Segment Start: Material for this task

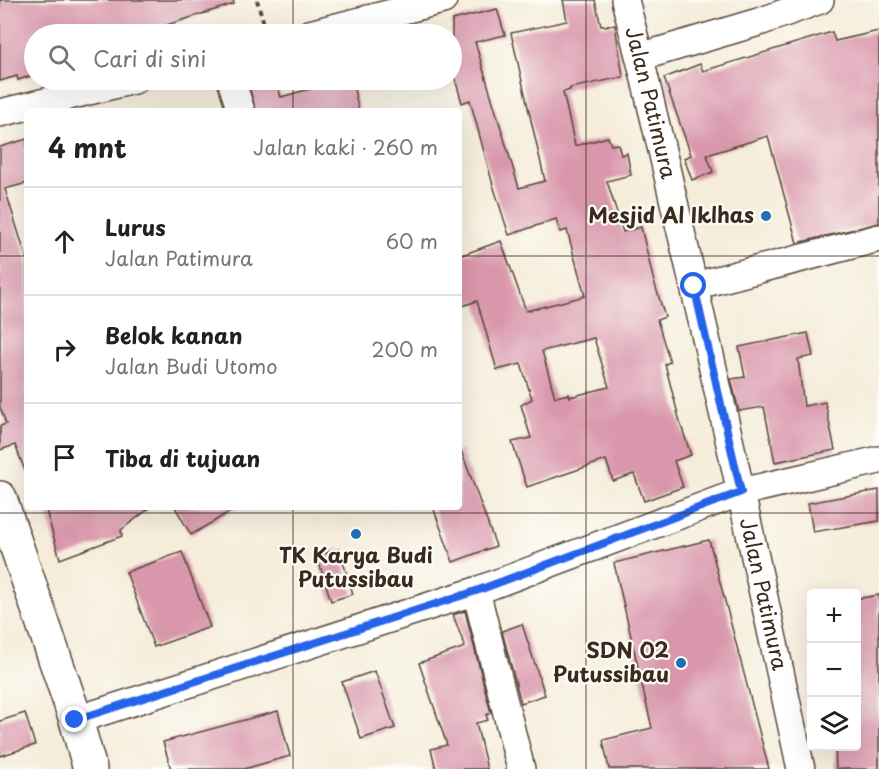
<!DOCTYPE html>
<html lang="id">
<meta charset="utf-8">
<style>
:root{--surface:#fff;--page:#f6f6f6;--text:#202124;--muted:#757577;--line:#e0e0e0}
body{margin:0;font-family:"Playpen Sans",sans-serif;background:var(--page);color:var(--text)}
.controls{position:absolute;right:18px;bottom:18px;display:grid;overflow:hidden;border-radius:6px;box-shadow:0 6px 24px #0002}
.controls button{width:54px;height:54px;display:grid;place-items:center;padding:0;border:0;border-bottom:2px solid var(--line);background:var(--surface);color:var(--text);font:30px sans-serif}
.stop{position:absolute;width:18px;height:18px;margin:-14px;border:4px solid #2563eb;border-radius:50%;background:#fff}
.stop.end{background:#2563eb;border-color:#fff;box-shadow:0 2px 6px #0008}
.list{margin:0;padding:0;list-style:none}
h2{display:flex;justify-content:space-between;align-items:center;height:78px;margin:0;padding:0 24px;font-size:26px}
h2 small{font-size:20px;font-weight:400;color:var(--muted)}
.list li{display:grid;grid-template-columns:39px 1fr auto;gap:18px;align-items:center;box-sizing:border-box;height:108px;padding:0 24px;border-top:2px solid var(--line)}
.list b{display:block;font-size:22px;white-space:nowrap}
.list p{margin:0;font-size:20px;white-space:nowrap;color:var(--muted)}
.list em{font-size:20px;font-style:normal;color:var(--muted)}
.icon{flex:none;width:33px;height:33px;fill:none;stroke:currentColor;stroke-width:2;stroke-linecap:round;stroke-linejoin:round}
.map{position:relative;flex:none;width:879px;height:769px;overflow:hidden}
.search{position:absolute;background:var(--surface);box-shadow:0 6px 24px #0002;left:24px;top:24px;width:438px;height:66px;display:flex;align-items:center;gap:15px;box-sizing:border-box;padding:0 21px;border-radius:33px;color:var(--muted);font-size:22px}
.panel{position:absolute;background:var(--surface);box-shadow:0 6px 24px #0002;left:24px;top:108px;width:438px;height:402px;border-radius:6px}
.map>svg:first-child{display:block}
.building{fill:#d997ac;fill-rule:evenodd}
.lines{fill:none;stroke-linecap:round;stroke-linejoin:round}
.minor-casing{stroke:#57473a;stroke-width:30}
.highway-casing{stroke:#57473a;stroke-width:36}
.path{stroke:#57473a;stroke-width:4;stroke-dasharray:4.5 4.5;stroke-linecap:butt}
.minor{stroke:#fff;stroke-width:27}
.highway{stroke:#fff;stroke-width:33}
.route{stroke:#2563eb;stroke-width:8}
.grid{fill:none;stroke:#3b2a1e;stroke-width:1.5;stroke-opacity:0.55}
.poi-dot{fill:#1f6fb2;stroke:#fdfcf7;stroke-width:2}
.labels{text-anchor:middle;stroke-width:4.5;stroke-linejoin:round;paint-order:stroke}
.street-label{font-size:21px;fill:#3b2a1e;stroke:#fdfcf7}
.poi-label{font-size:21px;font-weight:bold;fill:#3b2a1e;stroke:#fdfcf7;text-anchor:end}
</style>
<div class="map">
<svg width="879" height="769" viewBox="0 0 879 769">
<rect width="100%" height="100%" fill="#fdfcf7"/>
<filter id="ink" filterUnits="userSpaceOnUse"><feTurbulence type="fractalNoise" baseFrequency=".0167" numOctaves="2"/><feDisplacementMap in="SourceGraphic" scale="12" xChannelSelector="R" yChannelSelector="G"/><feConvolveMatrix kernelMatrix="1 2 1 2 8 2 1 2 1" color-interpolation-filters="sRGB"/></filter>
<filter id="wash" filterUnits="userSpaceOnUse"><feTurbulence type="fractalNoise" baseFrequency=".008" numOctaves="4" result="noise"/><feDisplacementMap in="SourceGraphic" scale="24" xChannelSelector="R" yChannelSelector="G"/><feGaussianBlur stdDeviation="1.35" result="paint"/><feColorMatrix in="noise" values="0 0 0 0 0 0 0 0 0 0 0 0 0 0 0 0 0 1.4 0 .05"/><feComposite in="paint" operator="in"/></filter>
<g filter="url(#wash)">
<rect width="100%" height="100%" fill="#f5edda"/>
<g id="blocks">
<g class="building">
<polygon points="0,0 233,0 234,4 138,34 34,34 34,75 18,80 17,76 0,81"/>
<path d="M563,0H595L601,26L615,25L623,77L570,88V90L563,92L575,146L608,137L611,145L618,144L621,155L627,153L631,175L607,181L623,232L641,227L653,278L665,317L657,320L670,362L665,364L680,422L691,455L674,461L683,487L644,501L634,474L613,481L606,460L527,487L512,442L531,438L521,405L532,399L521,364L497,370L477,301L462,306L459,296V256L501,241L526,311L585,296L567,230L560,232L556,219L509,235L493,185L470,100L462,103L452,68V20L497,9L505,35L475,42L519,188L545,181L511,33L567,21ZM594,338L609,387L570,397L569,394L555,397L542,351Z"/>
<polygon points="879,31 879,223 797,243 768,136 707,155 713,172 692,180 684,158 691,155 664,78 700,64 703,71 832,32 835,41"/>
<polygon points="247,80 276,80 281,97 328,84 327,80 352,80 359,111 256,111"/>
<polygon points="27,139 27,183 5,189 27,260 27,473 26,473 15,445 0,450 0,426 6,424 0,407 0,147"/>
<polygon points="808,333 813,356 798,359 804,406 825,402 835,450 775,462 764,407 739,411 731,379 745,377 739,347"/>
<polygon points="459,450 461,450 496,546 453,562 433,507 459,507"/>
<polygon points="879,490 879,521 813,532 808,503"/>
<polygon points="45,507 151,507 121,530 122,536 60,559"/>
<polygon points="175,507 238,507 191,535"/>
<polygon points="709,540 769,769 609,769 603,740 652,728 614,563"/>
<polygon points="339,549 353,594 331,601 317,556"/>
<polygon points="182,552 210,627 154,647 126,572"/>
<polygon points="879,595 879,769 836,769 835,747 856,747 856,599"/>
<polygon points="465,611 491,713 486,715 488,720 476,723 487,769 436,769 431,749 447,745 419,663 465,647 453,615"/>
<polygon points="522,624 545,695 521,703 502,631"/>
<polygon points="375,671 395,728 361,739 342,682"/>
<polygon points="278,711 290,756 244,769 171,769 163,742"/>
<polygon points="25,713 35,745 0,756 0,721"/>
</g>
</g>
</g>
<g filter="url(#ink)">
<use href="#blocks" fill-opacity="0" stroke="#57473a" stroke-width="1.5"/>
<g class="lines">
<defs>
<g id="minor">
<path id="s1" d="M625,0C643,70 660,141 676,211C721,397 761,583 801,769"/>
<polyline points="309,34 443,0"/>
<polyline points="640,57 762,21 820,0"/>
<polyline points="231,80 241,111"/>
<polyline points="0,113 134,80"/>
<polyline points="694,286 879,238"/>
<polyline points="476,591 521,769"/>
<polyline points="76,720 476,591 741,492 879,460"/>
</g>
<polyline id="highway" points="0,498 76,720 90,769"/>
</defs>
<use href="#minor" class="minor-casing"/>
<use href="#highway" class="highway-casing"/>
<polyline class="path" points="257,0 267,34"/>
<use href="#minor" class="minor"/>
<use href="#highway" class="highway"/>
</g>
</g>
<g class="lines" filter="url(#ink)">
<polyline class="route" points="75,720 476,591 741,492 694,286"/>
</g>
<path class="grid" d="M293,0V34M586,0V769M293,80V111M0,256H27M459,256H879M293,507V769M0,513H879"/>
<g class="poi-dot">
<circle cx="766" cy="216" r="6"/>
<circle cx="356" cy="534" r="6"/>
<circle cx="681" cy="663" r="6"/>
</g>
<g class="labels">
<g class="street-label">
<text dy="7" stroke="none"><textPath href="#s1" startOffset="106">Jalan Patimura</textPath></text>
<text dy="7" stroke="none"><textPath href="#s1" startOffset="610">Jalan Patimura</textPath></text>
</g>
<g class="poi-label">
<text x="754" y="223">Mesjid Al Iklhas</text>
<text x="356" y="563" text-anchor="middle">TK Karya Budi<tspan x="356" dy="24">Putussibau</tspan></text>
<text x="669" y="658">SDN 02<tspan x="669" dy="24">Putussibau</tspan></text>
</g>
</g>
</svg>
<div class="controls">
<button>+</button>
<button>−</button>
<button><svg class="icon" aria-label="layers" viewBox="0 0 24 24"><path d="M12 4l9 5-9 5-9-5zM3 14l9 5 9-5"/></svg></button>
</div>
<div class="stop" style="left:694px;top:286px"></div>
<div class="stop end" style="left:75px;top:720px"></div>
<div class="search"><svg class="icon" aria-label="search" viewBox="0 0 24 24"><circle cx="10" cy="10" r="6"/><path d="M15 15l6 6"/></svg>Cari di sini</div>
<section class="panel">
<h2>4 mnt<small>Jalan kaki · 260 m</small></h2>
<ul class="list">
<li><svg class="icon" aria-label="ahead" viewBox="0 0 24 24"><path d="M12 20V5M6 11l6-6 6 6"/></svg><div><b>Lurus</b><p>Jalan Patimura</p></div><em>60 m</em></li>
<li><svg class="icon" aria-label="right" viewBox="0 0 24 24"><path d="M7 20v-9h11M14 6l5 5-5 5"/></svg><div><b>Belok kanan</b><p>Jalan Budi Utomo</p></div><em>200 m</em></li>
<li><svg class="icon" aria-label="arrive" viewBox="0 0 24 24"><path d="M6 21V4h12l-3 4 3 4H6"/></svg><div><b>Tiba di tujuan</b></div></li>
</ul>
</section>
</div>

Segment End: Material for this task

About this task
Report each line in the data that holds the word "casing".

Task solution
.minor-casing{stroke:#57473a;stroke-width:30}
.highway-casing{stroke:#57473a;stroke-width:36}
<use href="#minor" class="minor-casing"/>
<use href="#highway" class="highway-casing"/>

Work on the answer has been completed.